(Items from a dataset)
■ ■ ■ ■

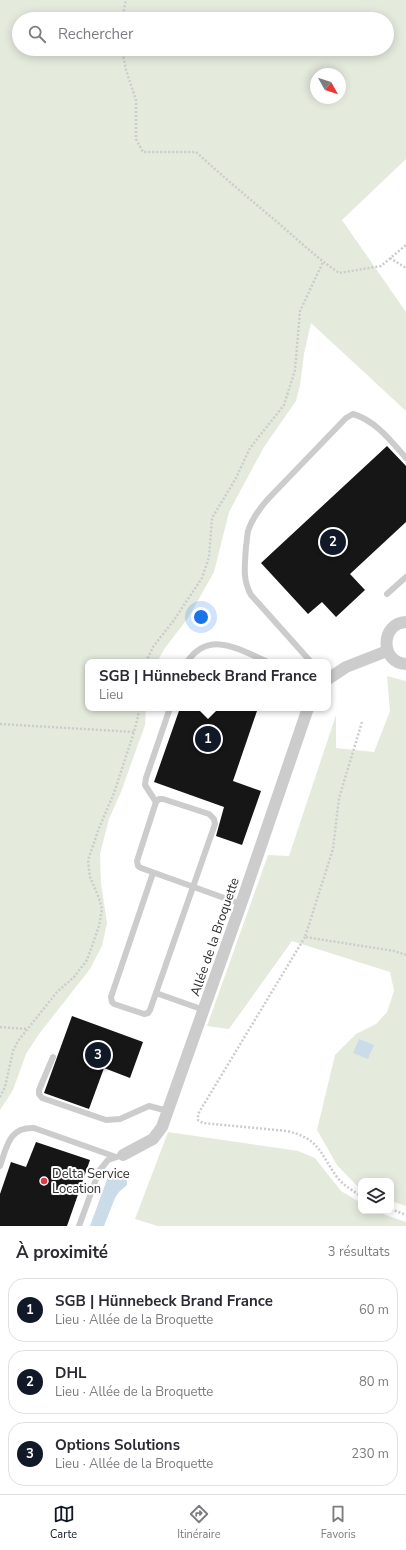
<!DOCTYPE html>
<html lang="fr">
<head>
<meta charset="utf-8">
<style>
	:root { --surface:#fff; --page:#f7f7f7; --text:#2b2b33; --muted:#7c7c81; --line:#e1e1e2; --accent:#111827 }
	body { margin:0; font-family:"Nunito Sans",sans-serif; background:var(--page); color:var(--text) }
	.controls { position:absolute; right:12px; bottom:12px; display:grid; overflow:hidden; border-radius:8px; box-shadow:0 2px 10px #0003 }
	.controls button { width:36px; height:36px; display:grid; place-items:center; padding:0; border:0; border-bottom:1px solid var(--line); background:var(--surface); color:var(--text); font:20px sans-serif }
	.compass { position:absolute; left:310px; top:68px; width:36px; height:36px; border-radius:50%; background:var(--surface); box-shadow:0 2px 10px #0003; rotate:129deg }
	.you { position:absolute; left:201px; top:617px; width:14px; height:14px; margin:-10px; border:3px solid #fff; border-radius:50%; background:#1a73e8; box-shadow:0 0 0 6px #1a73e833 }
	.badge { display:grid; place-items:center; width:26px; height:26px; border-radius:50%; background:var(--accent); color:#fff; font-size:13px; font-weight:700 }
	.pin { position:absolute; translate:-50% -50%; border:2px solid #fff; box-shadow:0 1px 4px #0006 }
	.popup { position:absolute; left:85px; top:659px; width:246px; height:52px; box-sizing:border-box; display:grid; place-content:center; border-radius:8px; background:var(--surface); filter:drop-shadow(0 1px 3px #0005); font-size:13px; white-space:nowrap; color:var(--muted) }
	.popup b { font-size:15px; color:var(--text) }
	.popup::after { content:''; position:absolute; left:50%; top:100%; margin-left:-8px; border:8px solid transparent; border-top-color:var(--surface) }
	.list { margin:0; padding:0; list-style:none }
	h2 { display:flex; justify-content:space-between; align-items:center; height:52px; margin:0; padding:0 16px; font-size:17px }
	h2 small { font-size:13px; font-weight:400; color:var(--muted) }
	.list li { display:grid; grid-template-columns:26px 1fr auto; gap:12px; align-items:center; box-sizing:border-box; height:64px; margin:0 8px 8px; padding:0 8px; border:1px solid var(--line); border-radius:16px }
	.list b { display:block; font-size:15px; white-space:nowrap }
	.list p { margin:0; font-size:13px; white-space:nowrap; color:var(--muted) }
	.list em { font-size:13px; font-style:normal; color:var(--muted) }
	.icon { flex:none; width:22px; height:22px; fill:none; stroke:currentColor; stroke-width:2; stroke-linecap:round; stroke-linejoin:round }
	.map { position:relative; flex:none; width:406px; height:1226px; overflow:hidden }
	.search { position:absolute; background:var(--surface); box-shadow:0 2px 10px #0003; left:12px; right:12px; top:12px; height:44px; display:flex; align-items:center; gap:10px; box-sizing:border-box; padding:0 14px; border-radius:22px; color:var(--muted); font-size:15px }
	.sheet { height:268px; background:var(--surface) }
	nav { display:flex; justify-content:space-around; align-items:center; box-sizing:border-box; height:56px; border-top:1px solid var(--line); background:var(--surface); font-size:11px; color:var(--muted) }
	nav a { display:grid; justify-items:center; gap:2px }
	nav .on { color:var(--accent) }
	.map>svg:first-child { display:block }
</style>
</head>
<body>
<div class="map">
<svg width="406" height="1226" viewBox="0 0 406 1226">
	<rect width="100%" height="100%" fill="#fff"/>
	<g fill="#e4ebdd" fill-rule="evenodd">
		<path d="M0,0h406v159l-64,61 64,92v99l-95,-88 -7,31 -4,31 -4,16 -32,46 -35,65 -15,60 -26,46 -23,30 -8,14h-69v46h58l-1,17 -24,67 -12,27 -9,35 1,29 6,40 -5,23 -12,23 -51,65 -13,20 -13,36 -13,20zM19,19h368v30h-368zM316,74h24v24h-24z"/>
		<path d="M387,676l19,5v525l-15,-5v-20h-30l-1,8 -23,-24 -20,-35 18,-75 21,-21 20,-10 11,-12 7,-21 -4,-19 -98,-31 -63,88 -22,-3 61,-171 21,1 47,-141v33l38,4 16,-41z"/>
		<path d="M168,1132l130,19 17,7 26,33 20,12v8h13l32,11v4h-248l-23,-7z"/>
	</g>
	<g fill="#cbdce9">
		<path d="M359,1039l15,6 -6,14 -15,-6z"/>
		<path d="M113,1171l10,3 4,6v5l-8,7 -4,6 -11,28h-14l19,-52z"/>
	</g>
	<g fill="#161616">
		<path d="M387,446l19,20v56l-56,52 15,16 -29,27 -14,-15 -14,12 -47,-51z"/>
		<path d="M180,708h78l-25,73 28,10 -19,54 -26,-9 8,-29 -70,-25z"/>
		<path d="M72,1016l71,26 -13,36 -26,-10 -15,41 -45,-16z"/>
		<path d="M36,1142l54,18 -23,66h-67v-32l11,-32 15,5z"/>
	</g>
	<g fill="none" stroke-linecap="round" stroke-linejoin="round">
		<g stroke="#ccc" stroke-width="2.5" stroke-dasharray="2 2" stroke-linecap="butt">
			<path d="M122,19l4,-19"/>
			<path d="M122,49l4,21 10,30v39l7,13h53c24,22 49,43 74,64 23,19 44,40 69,57l42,-7 25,-21"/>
			<path d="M390,258l16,10"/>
			<path d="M146,662l7,-15 21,-27 28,-42 7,-21 3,-39 24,-40 14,-30 34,-43 11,-35 5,-59 23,-49"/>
			<path d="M362,722l-23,76 -6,51 -28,88 89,14 12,4"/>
			<path d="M0,724l134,8"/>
			<path d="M305,937l-107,177v6l5,3 84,8c33,8 32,21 50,46 6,8 16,14 24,19"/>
			<path d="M0,1027l27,2"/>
			<path d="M0,1097l5,-10 8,-36 5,-10 39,-49 17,-15 13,-17 12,-34 3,-17 -3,-11 -9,-21 -2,-17 11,-32 15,-35 20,-61 4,-16 1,-8"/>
			<path d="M391,1209l15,6"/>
		</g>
		<g stroke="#ccc" stroke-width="6">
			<path d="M387,594l19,-17"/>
			<path d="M187,662c22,-32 51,-13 79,-1"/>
			<path d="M311,662l-60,-67c-9,-16 -6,-31 -5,-49 1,-4 1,-10 2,-15 4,-12 12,-23 20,-32l78,-81 7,-4c22,6 39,28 53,44"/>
			<path d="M170,708l-24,70 -1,7 11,17 -19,59 1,5 3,2 100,36"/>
			<path d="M153,873l-42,124 1,5 2,2 30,10 4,-1 2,-3 65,-186 -1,-5 -5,-5 -46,-15h-4l-3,3"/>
			<path d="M156,993l48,17"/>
			<path d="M53,1057l-14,33v4l3,4 64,22 14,-1 29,-13 19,5"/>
			<path d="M0,1166c7,-20 9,-39 34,-38l82,29"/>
			<path d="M79,1226l20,-55 9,-11 9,-3"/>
		</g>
		<g stroke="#ccc" stroke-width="12">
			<path d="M406,622c-26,1 -26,41 0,42"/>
			<path d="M328,679l18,-12 41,-16"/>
			<path d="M123,1155l30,-16 9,-12 79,-223 67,-196"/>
		</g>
	</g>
	<circle fill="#d93d3f" stroke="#fff" stroke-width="1.5" cx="44" cy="1181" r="4"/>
	<g text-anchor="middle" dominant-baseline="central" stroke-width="4" stroke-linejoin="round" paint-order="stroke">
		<g font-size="13" fill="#2f2f2f" stroke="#fff">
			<text transform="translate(215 937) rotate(-71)">Allée de la Broquette</text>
		</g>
		<g font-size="13" fill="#2f2f2f" stroke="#fff" text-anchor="start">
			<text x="52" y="1174">Delta Service<tspan x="52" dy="15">Location</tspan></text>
		</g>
	</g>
</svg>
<div class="controls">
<button><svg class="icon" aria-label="layers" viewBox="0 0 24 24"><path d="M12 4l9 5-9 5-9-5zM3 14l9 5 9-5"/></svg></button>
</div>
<svg class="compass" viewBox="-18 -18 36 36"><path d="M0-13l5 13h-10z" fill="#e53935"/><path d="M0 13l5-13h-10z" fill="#7c7c81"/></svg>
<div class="you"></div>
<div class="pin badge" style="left:208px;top:739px">1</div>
<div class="popup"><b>SGB | Hünnebeck Brand France</b>Lieu</div>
<div class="pin badge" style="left:333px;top:542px">2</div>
<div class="pin badge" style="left:98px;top:1055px">3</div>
<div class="search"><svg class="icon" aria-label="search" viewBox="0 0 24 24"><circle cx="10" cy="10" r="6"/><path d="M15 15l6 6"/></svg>Rechercher</div>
</div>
<section class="sheet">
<h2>À proximité<small>3 résultats</small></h2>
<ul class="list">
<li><span class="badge">1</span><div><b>SGB | Hünnebeck Brand France</b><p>Lieu · Allée de la Broquette</p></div><em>60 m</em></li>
<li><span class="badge">2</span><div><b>DHL</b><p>Lieu · Allée de la Broquette</p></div><em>80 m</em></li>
<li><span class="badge">3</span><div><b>Options Solutions</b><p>Lieu · Allée de la Broquette</p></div><em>230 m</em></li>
</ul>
</section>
<nav>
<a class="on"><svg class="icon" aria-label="map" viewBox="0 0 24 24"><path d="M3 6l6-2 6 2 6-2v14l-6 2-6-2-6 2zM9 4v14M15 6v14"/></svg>Carte</a>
<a><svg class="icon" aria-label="directions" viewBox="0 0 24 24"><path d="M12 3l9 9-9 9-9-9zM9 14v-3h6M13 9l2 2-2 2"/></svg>Itinéraire</a>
<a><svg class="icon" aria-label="saved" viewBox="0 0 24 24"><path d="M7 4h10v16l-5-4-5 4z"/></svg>Favoris</a>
</nav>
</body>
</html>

■ ■ ■ ■

**Task objective**
Your task is to reproduce the entries above word for word, from the first line through the line with "font-size:13px; font-style:normal; color:var(--muted)", and please leave out any pictures.

**Result for this task**
<!DOCTYPE html>
<html lang="fr">
<head>
<meta charset="utf-8">
<style>
	:root { --surface:#fff; --page:#f7f7f7; --text:#2b2b33; --muted:#7c7c81; --line:#e1e1e2; --accent:#111827 }
	body { margin:0; font-family:"Nunito Sans",sans-serif; background:var(--page); color:var(--text) }
	.controls { position:absolute; right:12px; bottom:12px; display:grid; overflow:hidden; border-radius:8px; box-shadow:0 2px 10px #0003 }
	.controls button { width:36px; height:36px; display:grid; place-items:center; padding:0; border:0; border-bottom:1px solid var(--line); background:var(--surface); color:var(--text); font:20px sans-serif }
	.compass { position:absolute; left:310px; top:68px; width:36px; height:36px; border-radius:50%; background:var(--surface); box-shadow:0 2px 10px #0003; rotate:129deg }
	.you { position:absolute; left:201px; top:617px; width:14px; height:14px; margin:-10px; border:3px solid #fff; border-radius:50%; background:#1a73e8; box-shadow:0 0 0 6px #1a73e833 }
	.badge { display:grid; place-items:center; width:26px; height:26px; border-radius:50%; background:var(--accent); color:#fff; font-size:13px; font-weight:700 }
	.pin { position:absolute; translate:-50% -50%; border:2px solid #fff; box-shadow:0 1px 4px #0006 }
	.popup { position:absolute; left:85px; top:659px; width:246px; height:52px; box-sizing:border-box; display:grid; place-content:center; border-radius:8px; background:var(--surface); filter:drop-shadow(0 1px 3px #0005); font-size:13px; white-space:nowrap; color:var(--muted) }
	.popup b { font-size:15px; color:var(--text) }
	.popup::after { content:''; position:absolute; left:50%; top:100%; margin-left:-8px; border:8px solid transparent; border-top-color:var(--surface) }
	.list { margin:0; padding:0; list-style:none }
	h2 { display:flex; justify-content:space-between; align-items:center; height:52px; margin:0; padding:0 16px; font-size:17px }
	h2 small { font-size:13px; font-weight:400; color:var(--muted) }
	.list li { display:grid; grid-template-columns:26px 1fr auto; gap:12px; align-items:center; box-sizing:border-box; height:64px; margin:0 8px 8px; padding:0 8px; border:1px solid var(--line); border-radius:16px }
	.list b { display:block; font-size:15px; white-space:nowrap }
	.list p { margin:0; font-size:13px; white-space:nowrap; color:var(--muted) }
	.list em { font-size:13px; font-style:normal; color:var(--muted) }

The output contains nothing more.